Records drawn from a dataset
- - - - - - -
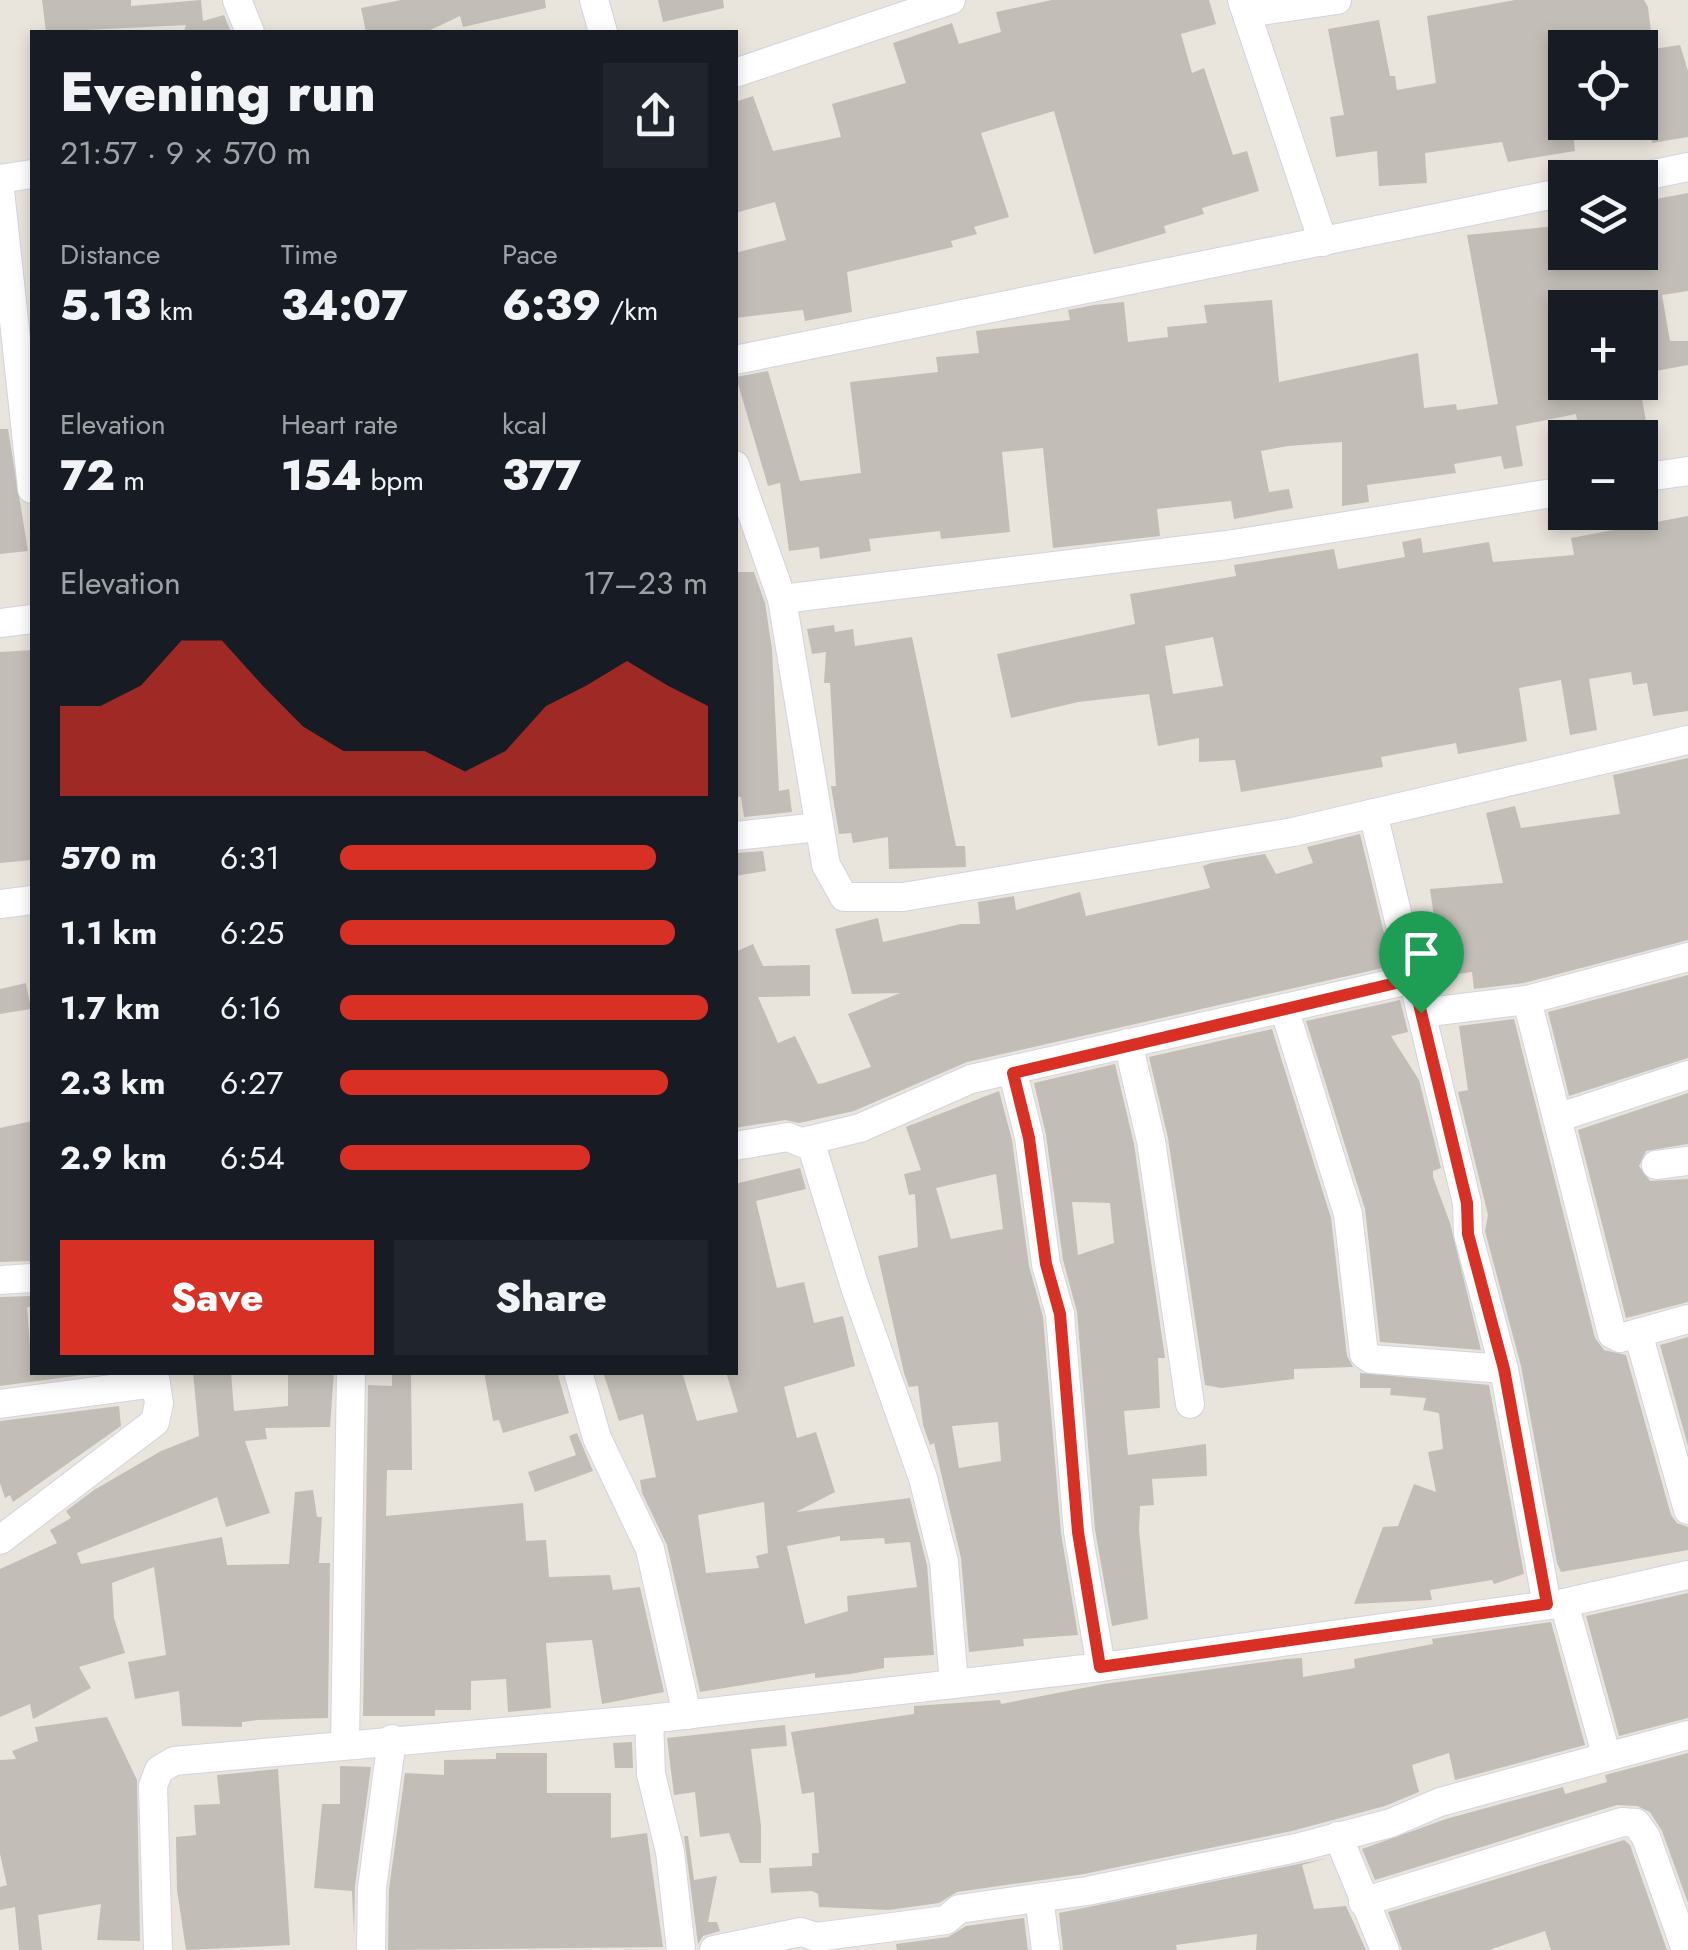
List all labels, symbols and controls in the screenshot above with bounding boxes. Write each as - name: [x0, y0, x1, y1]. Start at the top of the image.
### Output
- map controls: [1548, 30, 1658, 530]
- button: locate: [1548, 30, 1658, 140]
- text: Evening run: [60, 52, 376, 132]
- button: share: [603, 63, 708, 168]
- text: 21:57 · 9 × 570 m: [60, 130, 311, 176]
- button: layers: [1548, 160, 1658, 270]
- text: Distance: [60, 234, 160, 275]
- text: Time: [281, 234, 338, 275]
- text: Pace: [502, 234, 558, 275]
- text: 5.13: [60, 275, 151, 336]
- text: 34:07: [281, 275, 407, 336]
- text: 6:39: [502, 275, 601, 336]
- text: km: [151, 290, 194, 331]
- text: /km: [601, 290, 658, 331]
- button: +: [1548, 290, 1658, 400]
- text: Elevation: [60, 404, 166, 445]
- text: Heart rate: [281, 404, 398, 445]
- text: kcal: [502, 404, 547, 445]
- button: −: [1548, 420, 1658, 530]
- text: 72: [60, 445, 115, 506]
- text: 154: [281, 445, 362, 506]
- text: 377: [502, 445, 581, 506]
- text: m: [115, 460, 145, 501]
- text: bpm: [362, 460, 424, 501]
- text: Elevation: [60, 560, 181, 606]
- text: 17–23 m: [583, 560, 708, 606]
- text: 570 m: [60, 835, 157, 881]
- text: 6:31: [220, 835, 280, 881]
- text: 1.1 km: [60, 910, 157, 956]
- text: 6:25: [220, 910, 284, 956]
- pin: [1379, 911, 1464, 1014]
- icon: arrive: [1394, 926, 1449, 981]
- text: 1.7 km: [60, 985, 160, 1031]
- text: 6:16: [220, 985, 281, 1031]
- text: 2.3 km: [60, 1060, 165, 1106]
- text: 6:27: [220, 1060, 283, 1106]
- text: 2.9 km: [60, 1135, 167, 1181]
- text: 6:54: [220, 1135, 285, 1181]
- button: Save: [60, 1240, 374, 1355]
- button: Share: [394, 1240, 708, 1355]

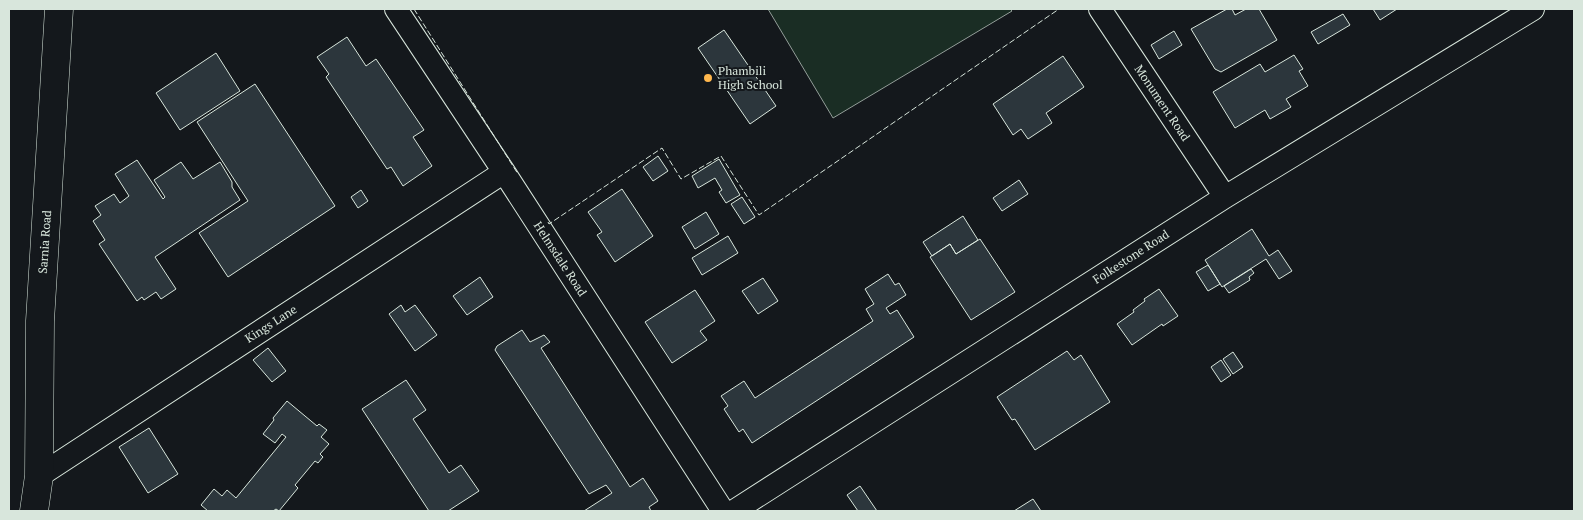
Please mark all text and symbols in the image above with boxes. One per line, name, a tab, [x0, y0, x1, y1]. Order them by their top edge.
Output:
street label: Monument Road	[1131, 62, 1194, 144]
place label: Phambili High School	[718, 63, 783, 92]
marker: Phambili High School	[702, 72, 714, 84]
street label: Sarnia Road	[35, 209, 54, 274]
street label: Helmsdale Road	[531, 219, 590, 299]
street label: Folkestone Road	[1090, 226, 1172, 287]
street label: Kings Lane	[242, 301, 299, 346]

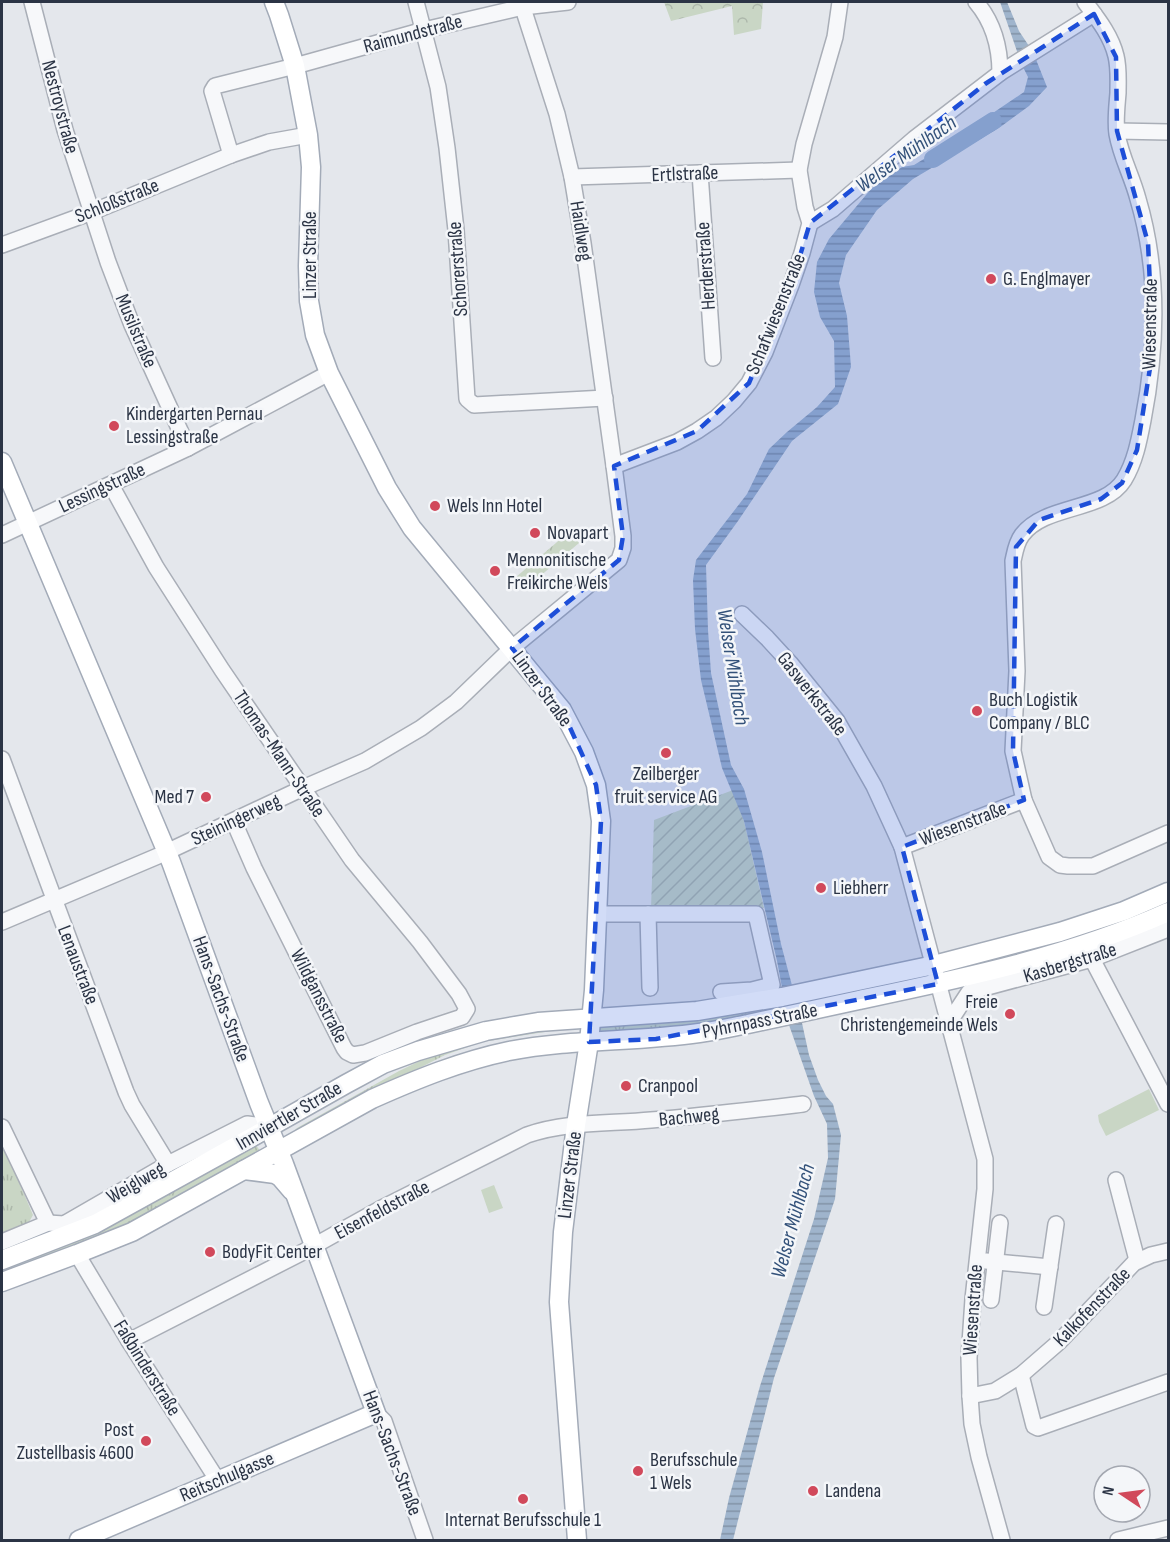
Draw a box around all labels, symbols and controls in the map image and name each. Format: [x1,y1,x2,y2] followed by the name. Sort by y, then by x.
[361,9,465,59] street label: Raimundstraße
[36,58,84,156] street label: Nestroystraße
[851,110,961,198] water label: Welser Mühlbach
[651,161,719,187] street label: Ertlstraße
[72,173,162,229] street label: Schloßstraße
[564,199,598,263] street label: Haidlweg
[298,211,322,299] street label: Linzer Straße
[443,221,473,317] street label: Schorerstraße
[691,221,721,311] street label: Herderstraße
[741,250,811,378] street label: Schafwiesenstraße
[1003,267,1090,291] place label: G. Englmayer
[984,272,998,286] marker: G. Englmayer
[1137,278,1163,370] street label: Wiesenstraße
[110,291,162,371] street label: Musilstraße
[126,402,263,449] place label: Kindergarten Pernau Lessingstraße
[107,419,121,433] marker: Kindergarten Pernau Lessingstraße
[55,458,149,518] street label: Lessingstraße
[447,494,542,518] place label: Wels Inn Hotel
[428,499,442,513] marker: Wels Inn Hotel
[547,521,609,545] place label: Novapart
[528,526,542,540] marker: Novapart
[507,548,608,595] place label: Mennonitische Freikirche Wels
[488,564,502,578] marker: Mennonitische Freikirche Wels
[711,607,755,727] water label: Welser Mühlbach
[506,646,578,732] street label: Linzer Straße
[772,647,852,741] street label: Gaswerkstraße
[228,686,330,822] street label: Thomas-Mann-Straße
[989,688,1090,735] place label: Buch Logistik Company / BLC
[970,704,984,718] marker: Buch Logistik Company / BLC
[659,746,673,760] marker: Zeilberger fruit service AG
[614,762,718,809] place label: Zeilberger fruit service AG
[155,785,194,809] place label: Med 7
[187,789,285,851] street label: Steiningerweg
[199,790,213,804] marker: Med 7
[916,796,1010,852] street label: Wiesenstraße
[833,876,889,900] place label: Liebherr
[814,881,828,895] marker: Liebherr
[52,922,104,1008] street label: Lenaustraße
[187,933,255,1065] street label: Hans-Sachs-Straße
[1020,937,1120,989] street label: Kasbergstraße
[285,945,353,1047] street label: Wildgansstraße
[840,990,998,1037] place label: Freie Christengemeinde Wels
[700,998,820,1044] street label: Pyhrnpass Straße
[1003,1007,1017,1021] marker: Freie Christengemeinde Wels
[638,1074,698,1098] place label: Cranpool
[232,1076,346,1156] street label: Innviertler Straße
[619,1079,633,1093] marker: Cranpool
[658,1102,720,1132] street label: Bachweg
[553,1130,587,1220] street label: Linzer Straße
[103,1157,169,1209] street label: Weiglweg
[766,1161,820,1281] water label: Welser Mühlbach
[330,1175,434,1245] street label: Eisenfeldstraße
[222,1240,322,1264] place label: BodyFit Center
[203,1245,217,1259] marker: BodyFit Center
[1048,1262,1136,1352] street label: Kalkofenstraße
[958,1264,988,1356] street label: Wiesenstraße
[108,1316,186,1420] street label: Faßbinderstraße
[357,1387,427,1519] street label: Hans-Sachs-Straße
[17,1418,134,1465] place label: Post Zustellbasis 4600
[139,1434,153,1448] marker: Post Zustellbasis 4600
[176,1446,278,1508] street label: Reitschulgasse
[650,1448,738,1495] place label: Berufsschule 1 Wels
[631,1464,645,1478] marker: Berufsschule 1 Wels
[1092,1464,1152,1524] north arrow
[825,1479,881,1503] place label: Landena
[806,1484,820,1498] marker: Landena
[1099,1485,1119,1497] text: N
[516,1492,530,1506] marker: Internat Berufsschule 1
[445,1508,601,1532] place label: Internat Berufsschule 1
- - - - - - -
__Work request__
Only the number is wanted: how many lines of the data contain the word "Lessingstraße"?

__Problem solution__
3